I will try to answer this question myself (I don't know if this is the "right" answer, but I will just throw it here as its better than nothing)
What I want is to derive the concept of derivative & differential by only using the concept of limit and linear approximation. As I mentioned in my [Step 3], if I just want to approximate the value of $f(x)$ by the linear equation:
$$f(x)=f(a)+A(x-a)+E=f(a)+A\Delta x+E\ \ \ \ \ \ (1)$$
then there is infinite choices of $A$ for me to pick.
So the question becomes: What kind of $A$ do I actually want ? or What kind of $A$ is "nice" enough ?

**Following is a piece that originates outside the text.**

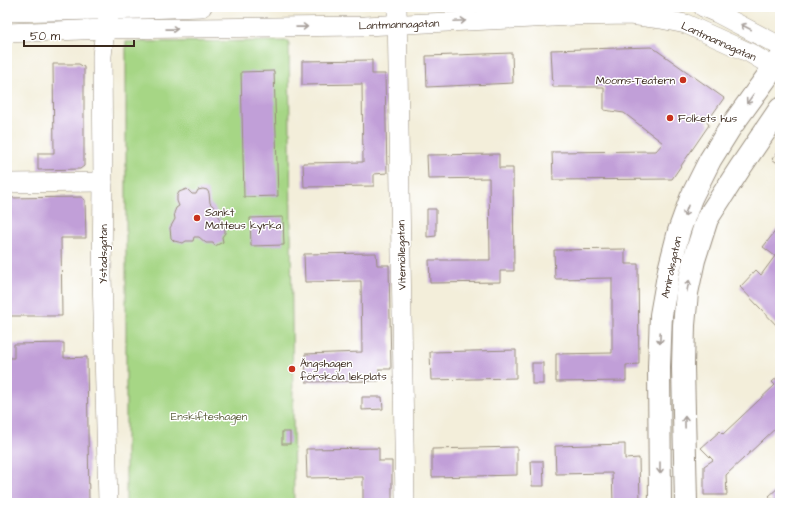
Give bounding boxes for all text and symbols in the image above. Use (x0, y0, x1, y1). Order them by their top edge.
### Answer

Now there are two goals of linear approximation (which i want $A$ to satisfy):
- I want the error $E$ to be "small" enough so my calculation is accurate even if I choose to ignore $E$ from the equation.
- For the sake of predictability and convenience, I want my approximation becomes more accurate when I perform a single operation (or do something), so I can tell someone or a computer how to improve the accuracy during calculation (or when is the approximation not accurate enough).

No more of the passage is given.